── GIVEN ENTRIES
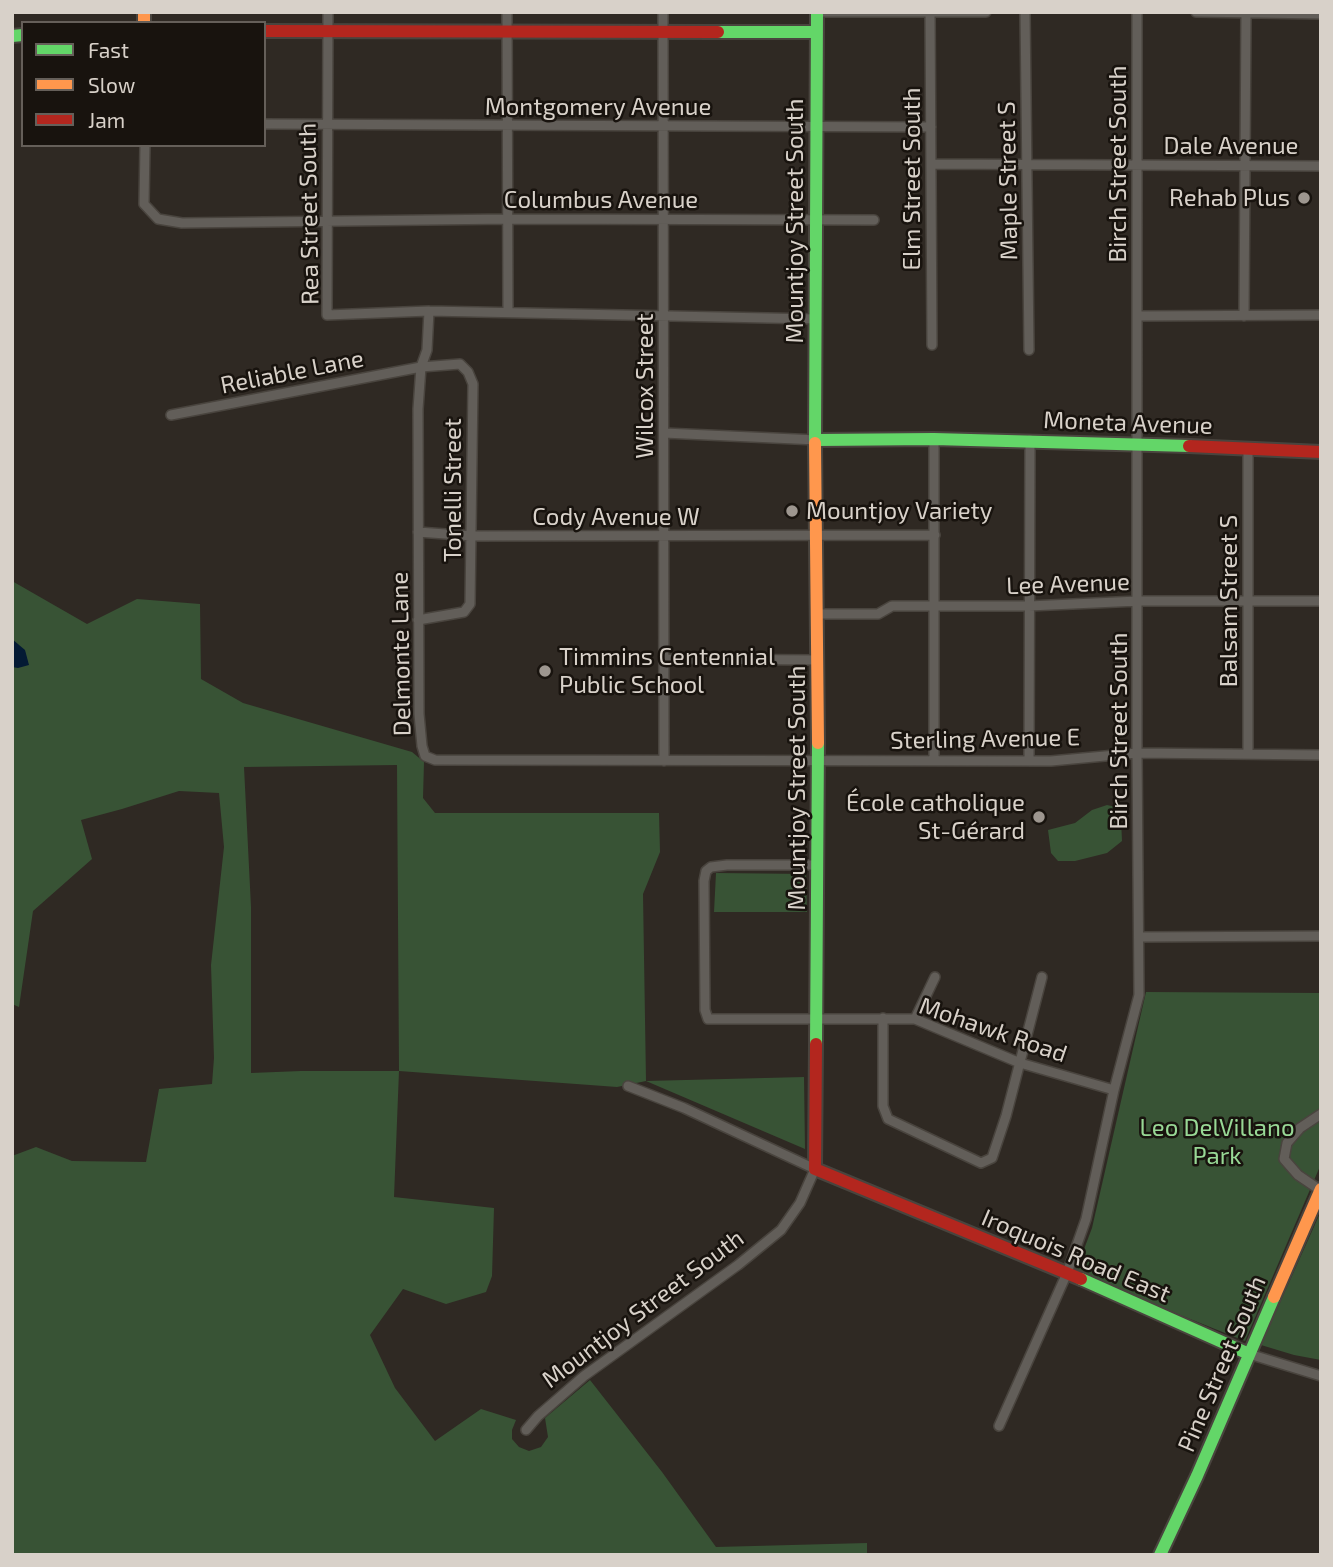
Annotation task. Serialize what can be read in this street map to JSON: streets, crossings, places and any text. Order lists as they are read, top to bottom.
{
  "streets": {
    "street": [
      "Montgomery Avenue",
      "Dale Avenue",
      "Birch Street South",
      "Elm Street South",
      "Maple Street S",
      "Columbus Avenue",
      "Rea Street South",
      "Mountjoy Street South",
      "Reliable Lane",
      "Wilcox Street",
      "Moneta Avenue",
      "Tonelli Street",
      "Cody Avenue W",
      "Lee Avenue",
      "Balsam Street S",
      "Delmonte Lane",
      "Sterling Avenue E",
      "Mohawk Road",
      "Iroquois Road East",
      "Pine Street South"
    ]
  },
  "crossings": [
    ["Montgomery Avenue", "Elm Street South"],
    ["Montgomery Avenue", "Rea Street South"],
    ["Montgomery Avenue", "Mountjoy Street South"],
    ["Montgomery Avenue", "Wilcox Street"],
    ["Dale Avenue", "Birch Street South"],
    ["Dale Avenue", "Elm Street South"],
    ["Dale Avenue", "Maple Street S"],
    ["Birch Street South", "Moneta Avenue"],
    ["Birch Street South", "Lee Avenue"],
    ["Birch Street South", "Sterling Avenue E"],
    ["Birch Street South", "Mohawk Road"],
    ["Birch Street South", "Iroquois Road East"],
    ["Columbus Avenue", "Rea Street South"],
    ["Columbus Avenue", "Mountjoy Street South"],
    ["Columbus Avenue", "Wilcox Street"],
    ["Rea Street South", "Delmonte Lane"],
    ["Mountjoy Street South", "Moneta Avenue"],
    ["Mountjoy Street South", "Cody Avenue W"],
    ["Mountjoy Street South", "Lee Avenue"],
    ["Mountjoy Street South", "Sterling Avenue E"],
    ["Mountjoy Street South", "Mohawk Road"],
    ["Mountjoy Street South", "Iroquois Road East"],
    ["Reliable Lane", "Tonelli Street"],
    ["Reliable Lane", "Delmonte Lane"],
    ["Wilcox Street", "Cody Avenue W"],
    ["Wilcox Street", "Delmonte Lane"],
    ["Wilcox Street", "Sterling Avenue E"],
    ["Moneta Avenue", "Balsam Street S"],
    ["Tonelli Street", "Cody Avenue W"],
    ["Tonelli Street", "Delmonte Lane"],
    ["Cody Avenue W", "Delmonte Lane"],
    ["Lee Avenue", "Balsam Street S"],
    ["Balsam Street S", "Sterling Avenue E"],
    ["Delmonte Lane", "Sterling Avenue E"],
    ["Iroquois Road East", "Pine Street South"]
  ],
  "parks": ["Leo DelVillano Park"],
  "places": [
    "Rehab Plus",
    "Mountjoy Variety",
    "Timmins Centennial Public School",
    "École catholique St-Gérard"
  ],
  "legend": ["Fast", "Slow", "Jam"]
}
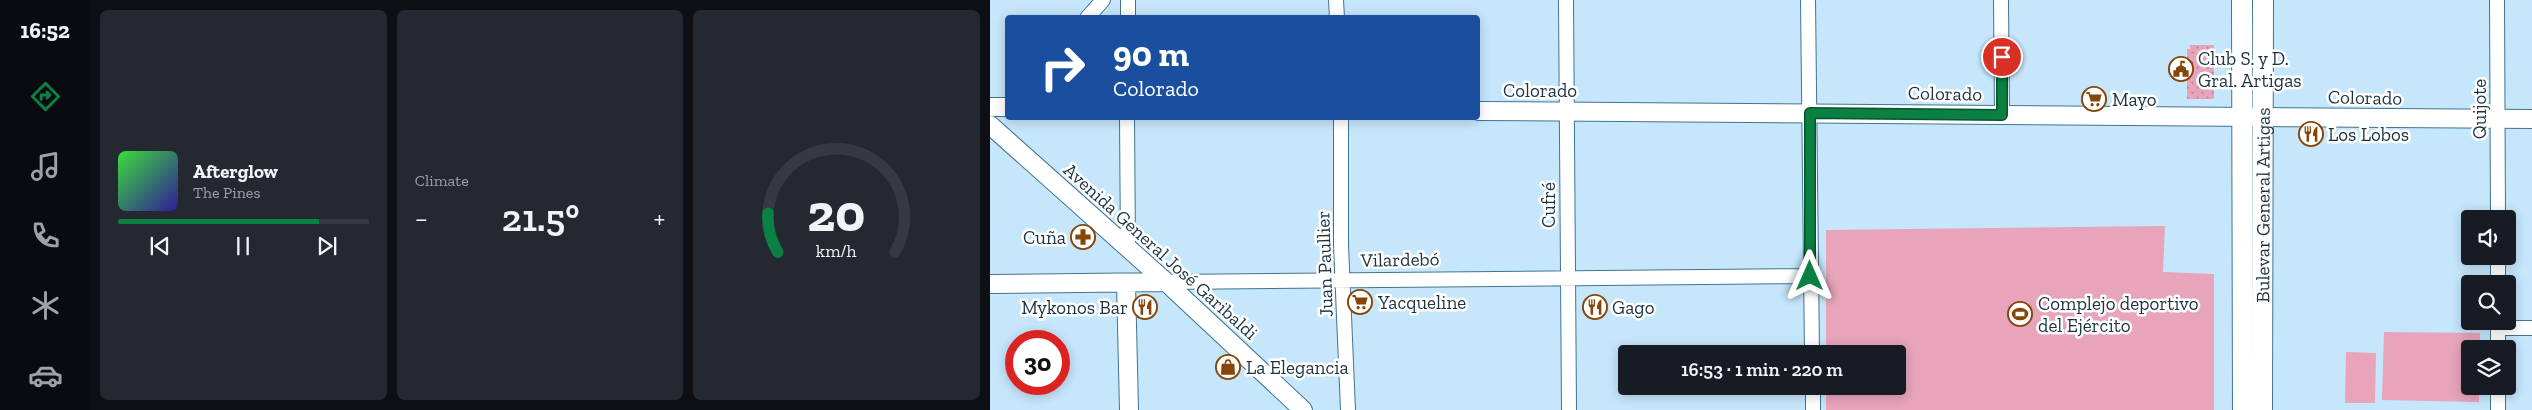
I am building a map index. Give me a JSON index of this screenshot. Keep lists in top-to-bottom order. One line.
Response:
{"streets":{"main road":["Bulevar General Artigas"],"street":["Colorado","Quijote","Cufré","Avenida General José Garibaldi","Vilardebó","Juan Paullier"]},"crossings":[["Colorado","Quijote"],["Colorado","Cufré"],["Colorado","Bulevar General Artigas"],["Cufré","Vilardebó"],["Avenida General José Garibaldi","Vilardebó"],["Vilardebó","Juan Paullier"]],"places":{"public building":["Club S. y D. Gral. Artigas"],"supermarket":["Mayo","Yacqueline"],"restaurant":["Los Lobos","Mykonos Bar","Gago"],"pharmacy":["Cuña"],"sports":["Complejo deportivo del Ejército"],"shop":["La Elegancia"]},"page":{"tabs":"16:52","tile":"Climate","turn":["90 m","Colorado"],"song":["Afterglow","The Pines"],"heat":["−","21.5°","+"],"limit":"30","trip":"16:53 · 1 min · 220 m","gauge":["20","km/h"]}}
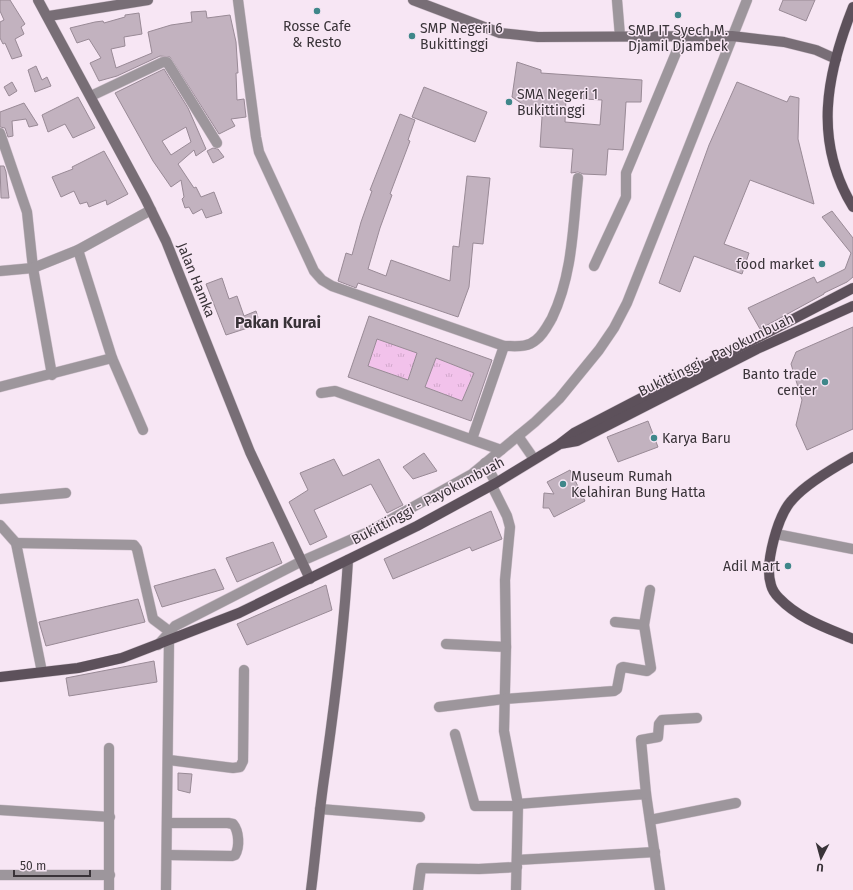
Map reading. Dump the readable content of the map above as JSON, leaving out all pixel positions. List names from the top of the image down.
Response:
{
  "streets": {
    "main road": ["Bukittinggi - Payokumbuah"],
    "street": ["Jalan Hamka"]
  },
  "crossings": [
    ["Jalan Hamka", "Bukittinggi - Payokumbuah"]
  ],
  "districts": ["Pakan Kurai"],
  "places": [
    "Rosse Cafe & Resto",
    "SMP IT Syech M. Djamil Djambek",
    "SMP Negeri 6 Bukittinggi",
    "SMA Negeri 1 Bukittinggi",
    "food market",
    "Banto trade center",
    "Karya Baru",
    "Museum Rumah Kelahiran Bung Hatta",
    "Adil Mart"
  ],
  "scale_bar": "50 m",
  "north": "bottom"
}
────
→ **TASK BRIEF**: If an entry holds an image, omit that image and print the remainder exactly as it stands.

→ **SOLUTION TO THE PROBLEM**:
Annotation task. Serialize what can be read in this street map to JSON: streets, crossings, places and any text. Order lists as they are read, top to bottom.
{
  "streets": {
    "street": [
      "Montgomery Avenue",
      "Dale Avenue",
      "Birch Street South",
      "Elm Street South",
      "Maple Street S",
      "Columbus Avenue",
      "Rea Street South",
      "Mountjoy Street South",
      "Reliable Lane",
      "Wilcox Street",
      "Moneta Avenue",
      "Tonelli Street",
      "Cody Avenue W",
      "Lee Avenue",
      "Balsam Street S",
      "Delmonte Lane",
      "Sterling Avenue E",
      "Mohawk Road",
      "Iroquois Road East",
      "Pine Street South"
    ]
  },
  "crossings": [
    ["Montgomery Avenue", "Elm Street South"],
    ["Montgomery Avenue", "Rea Street South"],
    ["Montgomery Avenue", "Mountjoy Street South"],
    ["Montgomery Avenue", "Wilcox Street"],
    ["Dale Avenue", "Birch Street South"],
    ["Dale Avenue", "Elm Street South"],
    ["Dale Avenue", "Maple Street S"],
    ["Birch Street South", "Moneta Avenue"],
    ["Birch Street South", "Lee Avenue"],
    ["Birch Street South", "Sterling Avenue E"],
    ["Birch Street South", "Mohawk Road"],
    ["Birch Street South", "Iroquois Road East"],
    ["Columbus Avenue", "Rea Street South"],
    ["Columbus Avenue", "Mountjoy Street South"],
    ["Columbus Avenue", "Wilcox Street"],
    ["Rea Street South", "Delmonte Lane"],
    ["Mountjoy Street South", "Moneta Avenue"],
    ["Mountjoy Street South", "Cody Avenue W"],
    ["Mountjoy Street South", "Lee Avenue"],
    ["Mountjoy Street South", "Sterling Avenue E"],
    ["Mountjoy Street South", "Mohawk Road"],
    ["Mountjoy Street South", "Iroquois Road East"],
    ["Reliable Lane", "Tonelli Street"],
    ["Reliable Lane", "Delmonte Lane"],
    ["Wilcox Street", "Cody Avenue W"],
    ["Wilcox Street", "Delmonte Lane"],
    ["Wilcox Street", "Sterling Avenue E"],
    ["Moneta Avenue", "Balsam Street S"],
    ["Tonelli Street", "Cody Avenue W"],
    ["Tonelli Street", "Delmonte Lane"],
    ["Cody Avenue W", "Delmonte Lane"],
    ["Lee Avenue", "Balsam Street S"],
    ["Balsam Street S", "Sterling Avenue E"],
    ["Delmonte Lane", "Sterling Avenue E"],
    ["Iroquois Road East", "Pine Street South"]
  ],
  "parks": ["Leo DelVillano Park"],
  "places": [
    "Rehab Plus",
    "Mountjoy Variety",
    "Timmins Centennial Public School",
    "École catholique St-Gérard"
  ],
  "legend": ["Fast", "Slow", "Jam"]
}
I am building a map index. Give me a JSON index of this screenshot. Keep lists in top-to-bottom order. One line.
Response:
{"streets":{"main road":["Bulevar General Artigas"],"street":["Colorado","Quijote","Cufré","Avenida General José Garibaldi","Vilardebó","Juan Paullier"]},"crossings":[["Colorado","Quijote"],["Colorado","Cufré"],["Colorado","Bulevar General Artigas"],["Cufré","Vilardebó"],["Avenida General José Garibaldi","Vilardebó"],["Vilardebó","Juan Paullier"]],"places":{"public building":["Club S. y D. Gral. Artigas"],"supermarket":["Mayo","Yacqueline"],"restaurant":["Los Lobos","Mykonos Bar","Gago"],"pharmacy":["Cuña"],"sports":["Complejo deportivo del Ejército"],"shop":["La Elegancia"]},"page":{"tabs":"16:52","tile":"Climate","turn":["90 m","Colorado"],"song":["Afterglow","The Pines"],"heat":["−","21.5°","+"],"limit":"30","trip":"16:53 · 1 min · 220 m","gauge":["20","km/h"]}}
Map reading. Dump the readable content of the map above as JSON, leaving out all pixel positions. List names from the top of the image down.
Response:
{
  "streets": {
    "main road": ["Bukittinggi - Payokumbuah"],
    "street": ["Jalan Hamka"]
  },
  "crossings": [
    ["Jalan Hamka", "Bukittinggi - Payokumbuah"]
  ],
  "districts": ["Pakan Kurai"],
  "places": [
    "Rosse Cafe & Resto",
    "SMP IT Syech M. Djamil Djambek",
    "SMP Negeri 6 Bukittinggi",
    "SMA Negeri 1 Bukittinggi",
    "food market",
    "Banto trade center",
    "Karya Baru",
    "Museum Rumah Kelahiran Bung Hatta",
    "Adil Mart"
  ],
  "scale_bar": "50 m",
  "north": "bottom"
}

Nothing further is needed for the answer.